Sunday’s visit to Farmville came by accident. After breakfast with some biker friends at The Roanoker, I struck out alone on Virginia Highway 24, heading East to Appomatttox where — Appomattox County’s main sign proclaims — “where a nation reunited.” The jury is still out on whether or not our nation is united. In some ways, it is more divided than on that day in 1865 when Robert E. Lee surrendered to Uylsses S. Grant at Appomattox Court House, but that is a topic for another day.
After a walk of the the grounds at Appomattox Courthouse Historical Park, I headed back to U.S. 460. Faced with the option of turning right for the 75 mile ride back to Roanoke or left for an 18-mile return to Farmville, I turned left and headed East to Prince Edward County to revisit five years of my youth.
I turned off at U.S. 15 South and looked for our old home. Took a while to find it. What was rolling farmland in the county in the late 50s and early 60s is now part of Farmville, smothered by a Wal-Mart, franchise restaurants, gas stations and convenience marts. The house sits empty in a lot overgrown with weeds and surrounded by the plastic of fast food and franchises. The open fields where we rode horses is a subdivision with tract homes. A short drive up U.S. 15, the large, sprawling Poplar Hill Plantation once owned by my step-father’s brother is now The Manor, a resort development that seems out of place just outside a town where empty storefronts line main street and the county’s history includes a shameful period when the local government, dominated by the Ku Klux Klan, closed the public schools and opened the all-white Prince Edward Academy.

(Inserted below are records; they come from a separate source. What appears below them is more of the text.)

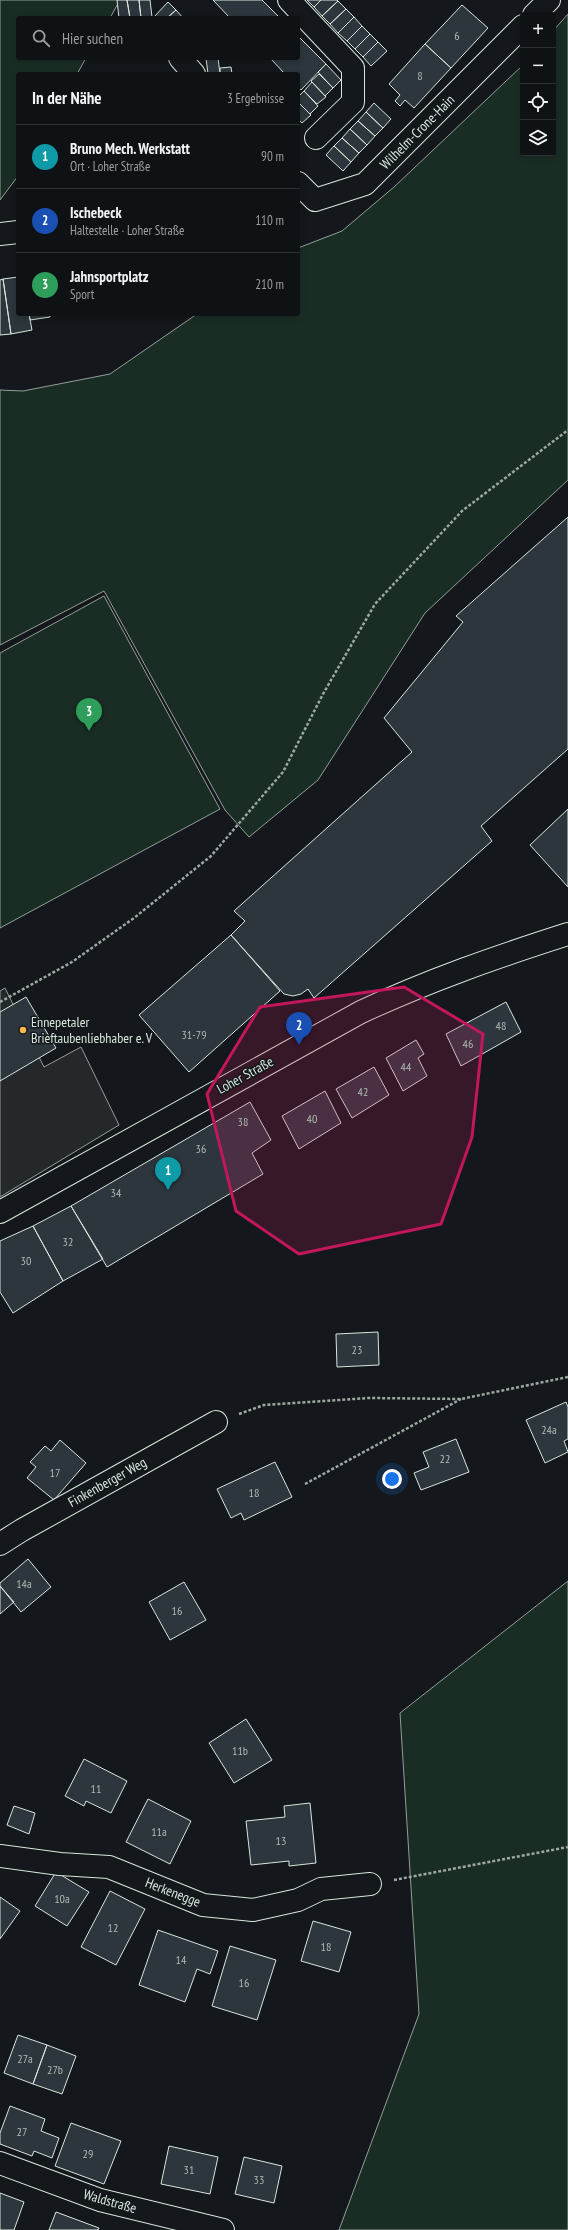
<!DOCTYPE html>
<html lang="de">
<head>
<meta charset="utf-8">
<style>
  :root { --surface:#0f1215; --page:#181b1e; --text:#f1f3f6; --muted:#9b9ea0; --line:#2f3234; --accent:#0f766e }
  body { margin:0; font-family:"PT Sans Narrow",sans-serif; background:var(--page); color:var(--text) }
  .controls { position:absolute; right:12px; top:12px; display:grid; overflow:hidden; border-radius:4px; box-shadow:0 2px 6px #0003 }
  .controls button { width:36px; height:36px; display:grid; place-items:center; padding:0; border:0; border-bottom:1px solid var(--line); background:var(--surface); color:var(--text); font:20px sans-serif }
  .you { position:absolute; left:392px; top:1479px; width:14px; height:14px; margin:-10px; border:3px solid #fff; border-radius:50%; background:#1a73e8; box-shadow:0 0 0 6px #1a73e833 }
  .badge { display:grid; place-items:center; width:26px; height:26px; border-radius:50%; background:var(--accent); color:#fff; font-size:13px; font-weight:700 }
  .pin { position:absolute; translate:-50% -33px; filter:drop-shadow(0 1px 2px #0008) }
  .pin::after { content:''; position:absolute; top:21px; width:14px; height:12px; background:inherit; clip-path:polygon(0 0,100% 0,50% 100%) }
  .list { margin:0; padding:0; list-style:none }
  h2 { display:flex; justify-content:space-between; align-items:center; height:52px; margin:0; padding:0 16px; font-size:17px }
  h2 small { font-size:13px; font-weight:400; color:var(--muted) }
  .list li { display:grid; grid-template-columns:26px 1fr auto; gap:12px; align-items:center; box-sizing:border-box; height:64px; padding:0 16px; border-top:1px solid var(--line) }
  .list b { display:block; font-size:15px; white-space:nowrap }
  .list p { margin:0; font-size:13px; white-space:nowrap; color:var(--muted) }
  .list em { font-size:13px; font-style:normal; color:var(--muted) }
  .icon { flex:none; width:22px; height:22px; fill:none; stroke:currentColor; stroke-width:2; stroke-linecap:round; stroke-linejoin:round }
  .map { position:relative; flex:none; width:568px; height:2230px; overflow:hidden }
  .search { position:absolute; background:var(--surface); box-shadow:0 2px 6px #0003; left:16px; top:16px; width:284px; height:44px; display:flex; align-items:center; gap:10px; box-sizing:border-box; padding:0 14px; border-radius:4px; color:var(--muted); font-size:15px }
  .panel { position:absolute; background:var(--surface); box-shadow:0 2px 6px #0003; left:16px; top:72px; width:284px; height:244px; border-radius:4px }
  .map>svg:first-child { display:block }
  .green { fill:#1a2d24; stroke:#939e99 }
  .parking { fill:#24282b; stroke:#939e99 }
  .building { fill:#2c363c; stroke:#d8e6dc }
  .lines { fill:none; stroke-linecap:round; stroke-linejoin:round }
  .minor-casing { stroke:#d8e6dc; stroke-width:24 }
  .secondary-casing { stroke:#d8e6dc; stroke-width:24 }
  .path { stroke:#9da8a2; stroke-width:2.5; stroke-dasharray:3 2; stroke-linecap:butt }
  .minor { stroke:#14181c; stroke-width:22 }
  .secondary { stroke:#14181c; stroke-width:22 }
  .marked { fill:#c2185b; fill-opacity:0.2; stroke:#c2185b; stroke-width:3; stroke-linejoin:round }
  .poi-dot { fill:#ffb74d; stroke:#14181c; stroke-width:1.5 }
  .labels { text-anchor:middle; stroke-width:3; stroke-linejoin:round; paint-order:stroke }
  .number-label { font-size:12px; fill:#adbab4 }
  .street-label { font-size:14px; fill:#d8e6dc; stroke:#14181c }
  .poi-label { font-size:14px; fill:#d8e6dc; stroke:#14181c; text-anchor:start }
</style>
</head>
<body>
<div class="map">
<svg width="568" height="2230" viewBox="0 0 568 2230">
  <rect width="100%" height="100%" fill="#14181c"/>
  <path class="green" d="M0,0H120L110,18H18V58H86L77,74H18V176L0,200Z
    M568,14V480L425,613L318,780L249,837L225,810L104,591L0,645V390L23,391L110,374L197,314H298V248L342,231L394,187L523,65V153H553V31Z
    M104,596L220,809L0,928V653Z
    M568,1581V2230H339L419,2014L400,1713Z"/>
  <path class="parking" d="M5,988L44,1067L81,1047L119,1125L0,1197V991Z"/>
  <path class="building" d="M117,0H127L130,18H119Z
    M127,0H139L141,18H130Z
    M139,0H150L152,17L141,18Z
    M213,0H262L280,18H230Z
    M307,0H321L314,7Z
    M321,0H337L338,1L322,16L314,7Z
    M338,1L346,9L330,24L322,16Z
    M168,2L176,10L167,18H153Z
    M462,5L488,28L451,68L425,44Z
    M346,9L354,17L338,33L330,24Z
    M176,10L183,18H167Z
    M354,17L362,26L347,41L338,33Z
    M362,26L370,34L355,49L347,41Z
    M370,34L378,42L363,57L355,49Z
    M298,36L326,64L301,90L298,87V74H285L270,58H298Z
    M378,42L387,51L371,66L363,57Z
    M425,44L451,68L414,108L405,100L400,106L395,101L400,95L389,84Z
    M206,58H218L220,74H208Z
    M326,64L341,80L333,88L318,72Z
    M231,67L232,74H220V68Z
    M319,74L333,88L325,96L311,81Z
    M312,82L326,97L317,104L304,91Z
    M304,91L318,106L310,114L298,102V97Z
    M298,102L311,115L302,123L298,119Z
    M374,103L391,119L383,128L366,112Z
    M366,112L383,128L375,136L358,121Z
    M358,121L375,136L367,145L350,129Z
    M350,129L367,145L359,153L342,138Z
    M342,138L359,153L351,162L334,146Z
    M334,146L351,162L343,171L326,155Z
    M18,277V314H29L32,330L11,334L3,279Z
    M3,279L11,334L0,335V280Z
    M29,314H50V317L30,320Z
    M568,517V749L481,826L492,841L314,998L308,989L301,994L293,996L284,994L231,935L245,921L234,911L412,752L384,718L463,622L456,616Z
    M568,809V887L530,845Z
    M231,935L280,991L189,1072L139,1015Z
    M26,997L56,1048L0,1081V1012Z
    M506,1002L521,1032L461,1066L446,1034Z
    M416,1040L424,1054L418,1058L427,1076L403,1091L386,1058Z
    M374,1067L389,1095L352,1118L336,1089Z
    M325,1091L341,1123L299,1149L282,1116Z
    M250,1102L271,1140L252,1153L263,1174L107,1267L71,1206Z
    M71,1206L103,1259L63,1281L33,1226Z
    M33,1226L63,1281L13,1313L0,1292V1241Z
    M378,1332L379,1365L337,1367L336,1334Z
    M566,1402L568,1407V1439L564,1441L568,1452L545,1463L526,1420Z
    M456,1439L469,1472L421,1490L414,1473L429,1467L423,1452Z
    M60,1440L86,1463L54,1500L27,1478L36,1467L30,1462L45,1446L51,1451Z
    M275,1462L292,1497L244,1520L241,1513L231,1518L217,1489Z
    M28,1559L51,1587L21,1612L0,1586V1583Z
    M184,1582L206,1620L170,1640L149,1602Z
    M0,1586L14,1602L0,1614Z
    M246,1719L272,1760L234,1783L209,1743Z
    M84,1759L127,1781L111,1813L86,1801L84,1806L65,1796Z
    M148,1799L191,1821L170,1864L126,1842Z
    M310,1803L316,1863L289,1866V1861L251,1865L246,1821L285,1817L284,1806Z
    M14,1806L35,1813L29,1834L7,1825Z
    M56,1872L89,1892L67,1926L35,1906Z
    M110,1891L145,1909L116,1965L81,1947Z
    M0,1897L20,1911L0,1939Z
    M313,1921L351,1932L339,1972L301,1961Z
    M158,1930L218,1951L210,1974L197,1969L185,2002L139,1985Z
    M230,1946L276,1960L257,2020L212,2006Z
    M18,2035L47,2045L33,2084L4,2073Z
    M47,2045L76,2056L62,2094L33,2084Z
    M10,2106L45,2119L41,2131L59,2138L52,2158L34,2151L32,2156L0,2144V2133Z
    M71,2123L121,2141L104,2184L55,2166Z
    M169,2146L218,2157L210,2194L161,2184Z
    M244,2157L282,2166L274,2203L235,2194Z
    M0,2193L24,2202L14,2230H0Z
    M56,2212L99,2228L98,2230H49Z"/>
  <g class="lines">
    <g class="minor-casing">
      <path id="minor" d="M289,0L353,68V102L316,138
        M534,15L549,0
        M180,58L194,74
        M298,183L315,200L365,184L523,26
        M0,234L18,232
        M0,1544L22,1530L216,1422
        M0,1856L60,1864L109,1867L203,1905L253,1910L298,1900L321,1889L370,1884
        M0,2163L100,2200L223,2230"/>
    </g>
    <g class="secondary-casing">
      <path id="secondary" d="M0,1212L361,1012C430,980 496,957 568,934"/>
    </g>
    <path class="path" d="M0,1002L72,962L134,918L211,856L283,772L323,694L375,604L462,511L568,430
      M239,1414L264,1405L369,1398L461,1399L568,1377
      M305,1484L461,1399
      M394,1880L568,1847"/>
    <use href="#minor" class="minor"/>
    <use href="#secondary" class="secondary"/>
  </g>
  <path class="marked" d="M404,987L483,1034L472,1137L441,1224L299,1254L236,1211L207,1094L260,1007Z"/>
  <circle class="poi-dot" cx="23" cy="1030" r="4"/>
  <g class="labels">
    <g class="number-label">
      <text x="457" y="40">6</text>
      <text x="420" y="80">8</text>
      <text x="501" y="1030">48</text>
      <text x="194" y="1039">31-79</text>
      <text x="468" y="1048">46</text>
      <text x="406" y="1071">44</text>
      <text x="363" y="1096">42</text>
      <text x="312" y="1123">40</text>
      <text x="243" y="1126">38</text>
      <text x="201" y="1153">36</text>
      <text x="116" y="1197">34</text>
      <text x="68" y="1246">32</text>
      <text x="26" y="1265">30</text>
      <text x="357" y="1354">23</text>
      <text x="549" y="1434">24a</text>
      <text x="445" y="1463">22</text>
      <text x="55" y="1477">17</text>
      <text x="254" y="1497">18</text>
      <text x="24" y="1588">14a</text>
      <text x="177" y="1615">16</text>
      <text x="240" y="1755">11b</text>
      <text x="96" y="1793">11</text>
      <text x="159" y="1836">11a</text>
      <text x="281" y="1845">13</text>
      <text x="62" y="1903">10a</text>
      <text x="113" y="1932">12</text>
      <text x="326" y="1951">18</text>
      <text x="181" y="1964">14</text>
      <text x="244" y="1987">16</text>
      <text x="25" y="2063">27a</text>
      <text x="55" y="2074">27b</text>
      <text x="22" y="2136">27</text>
      <text x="88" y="2158">29</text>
      <text x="189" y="2174">31</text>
      <text x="259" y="2184">33</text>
    </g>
    <g class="street-label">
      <text transform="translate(417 132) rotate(-45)" y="5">Wilhelm-Crone-Hain</text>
      <text transform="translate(245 1075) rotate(-29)" y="5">Loher Straße</text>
      <text transform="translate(107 1482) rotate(-29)" y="5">Finkenberger Weg</text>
      <text transform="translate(173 1892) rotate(21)" y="5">Herkenegge</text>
      <text transform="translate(110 2201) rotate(16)" y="5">Waldstraße</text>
    </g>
    <g class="poi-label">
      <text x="31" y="1027">Ennepetaler<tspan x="31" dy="16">Brieftaubenliebhaber e. V</tspan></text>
    </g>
  </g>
</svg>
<div class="controls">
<button>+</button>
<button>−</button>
<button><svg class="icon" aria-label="locate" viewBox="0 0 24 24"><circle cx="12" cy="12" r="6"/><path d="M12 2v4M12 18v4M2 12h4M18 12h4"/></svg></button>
<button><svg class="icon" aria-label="layers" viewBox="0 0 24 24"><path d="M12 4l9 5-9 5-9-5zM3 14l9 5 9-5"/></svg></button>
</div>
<div class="you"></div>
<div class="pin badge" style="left:168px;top:1190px;background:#0f9aa8">1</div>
<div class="pin badge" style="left:299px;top:1045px;background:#1a4fb4">2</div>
<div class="pin badge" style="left:89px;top:731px;background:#2e9e5b">3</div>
<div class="search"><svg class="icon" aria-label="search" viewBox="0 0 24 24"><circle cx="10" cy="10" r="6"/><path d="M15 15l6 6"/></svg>Hier suchen</div>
<section class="panel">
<h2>In der Nähe<small>3 Ergebnisse</small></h2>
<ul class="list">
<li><span class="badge" style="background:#0f9aa8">1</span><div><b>Bruno Mech. Werkstatt</b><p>Ort · Loher Straße</p></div><em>90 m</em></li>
<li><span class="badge" style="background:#1a4fb4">2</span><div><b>Ischebeck</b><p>Haltestelle · Loher Straße</p></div><em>110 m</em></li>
<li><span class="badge" style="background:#2e9e5b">3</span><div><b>Jahnsportplatz</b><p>Sport</p></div><em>210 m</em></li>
</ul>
</section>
</div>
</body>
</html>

Prince Edward Academy is still around, now called the Fuqua School because Prince Edward County native and prominent Atlanta business J.B. Fuqua rescued it from bankruptcy in 1992. Although the school now accepts minorities and has a minority enrollment of about five percent, it remains, to some, a symbol of racism in Prince Edward County.
Farmville is also home to Longwood University, which began life as the Farmville Female Seminary Assocation in 1839. The Commonwealth of Virginia took it over in 1884 and the school went through a variety of names before becoming Longwood College in 1949 and Longwood University in 2002. Five miles out of town is Hampden-Sydney College, a four-year private liberal arts school.
Along main street, the theater where I went most Saturdays to watch movie serials is emply. The insurance agency once housed there moved out recently. Gone also is the photography studio next door where a portrait photographer introduced me to the art of taking pictures. The Farmville Herald offices still sit on North Street. In 1959, a young editor named Ben Bowers gave me a job taking photos for the the paper. I was 11 and my first published photographs appeared in The Herald.
Farmville thrived in the heyday of big tobacco in Virginia. The town hosted its last tobacco auction in 2005, ending both an era and a way of life in the community. In many ways, big tobacco and the racism that defined Farmville and Prince Edward County fed off each other. The plantation owners in the early 1800s used slaves to work their huge, tobacco-producing operations. Farmville faces a lot of challenges as it tries to rebuild in modern, more-enlightened times.
As I headed out of town to U.S. 460 and the trip home, I realized the Farmville of my youth is long gone, replaced now by the plastic mediocrity of franchises, but part of that Farmville is best gone and lost in the past. My five years in Farmville marked an end of innocense, a realization of the horrors of racism and the reality of hate in America. As I turned West on U.S. 460 for the ride back towards Roanoke and the setting sun, I thought about passages from a book I read many years ago:
I believe that we are lost here in America, but I believe we shall be found. I think the true discovery of our spirit, of our people, of our mighty and immortal land is yet to come. I think the true discovery of our own democracy is still before us.
I think the enemy is here before us, too. I think the enemy is here before us with a thousand faces, but I, we, know that all his faces wear one mask. I think the enemy is single selfishness and compulsive greed. I think the enemy is blind, but has the brutal power of his blind grab.
That book? Thomas Wolfe’s You Can’t Home Again.